Mais ceci n’est possible que si les bénéfices du numérique se répartissent suffisamment uniformément pour que la grande majorité puisse subsister avec une paie de 15 heures. Ce n’est pas ce que nous voyons actuellement; ce que nous voyons, c’est que l’avènement du numérique concentre la richesse générée dans les mains des possesseurs de ce que Jaron Lanier1 appelle les serveurs sirènes, en référence aux femmes-oiseaux attirant à elles les marins dans l’Odysée d’Ulysee. Pourquoi ce parallèle? Parce que ces serveurs atteignent une masse critique qui fait qu’ils attirent tout à eux au point de pouvoir controler l’ensemble de leur domaine, souvent loin devant leurs compétiteurs. On pense évidemment aux monstres des Internets: Google, Amazon ou Facebook; mais dans les domaines non web on retrouve des situations similaires: commerce de détail avec Walmart, Monsanto dans le domaine de l’agriculture, assurance ou finance avec des cartels qui se partagent un gros gâteau.
Ces mastodontes ont en commun d’utiliser des technologies nouvelles dans le domaine (Walmart pour des technologies d’approvisionnement, Monsanto avec ses OGM) pour 1. dominer leur domaine et 2. repousser le risque à l’extérieur de leur sphère d’influence, leur permettant ainsi d’engranger d’immenses richesses tout en rejetant les externalités sur le reste du système.

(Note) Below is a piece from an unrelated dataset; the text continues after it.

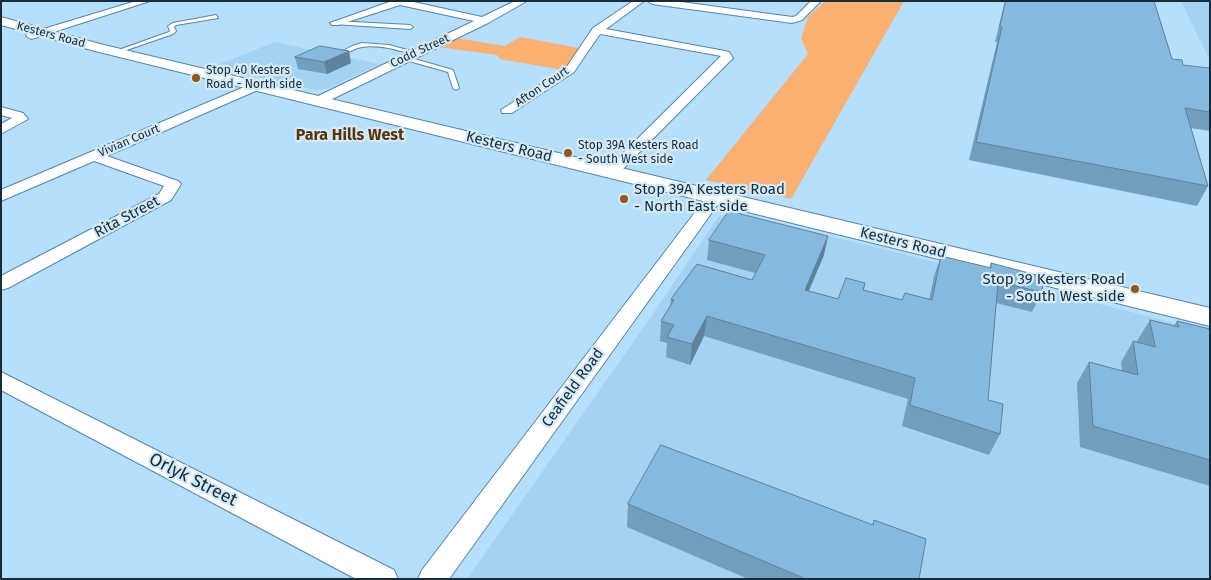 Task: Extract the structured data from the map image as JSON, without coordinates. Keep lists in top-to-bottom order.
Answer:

Une fois dans cette position dominante, sans avoir besoin d’être un vrai monopole, il est possible de manipuler l’environnement puisque tout passe par eux: Google est internet, ce que Google montre existe, ce que Google relègue en bas de classement n’existe pas… comme le dit l’adage, on ne sait pas ce qu’on ne sait pas. Facebook tient en otage une certaine forme de relations humaines faisant ainsi reposer son existence sur un chantage affectif: reste avec moi si tu veux savoir ce que disent/font des amis. Une fois que des serveurs sirènes font leur apparition dans un domaine, il est très difficile de leur échapper et les capacités technologiques leurs permettent d’avoir un niveau de contrôle élevé, le tout avec une quantité de main d’oeuvre relativement limitée quand on considère leur influence.
Le plus cocasse dans l’histoire, c’est que dans certains cas, comme Facebook, la valeur de ces serveurs sirènes tient à ce que “nous” mettons dedans. Sans l’apport de notre caquetage incessant (et souvent peu intéressant) mais surtout fournit gratuitement, Facebook et Google auraient nettement moins de valeur.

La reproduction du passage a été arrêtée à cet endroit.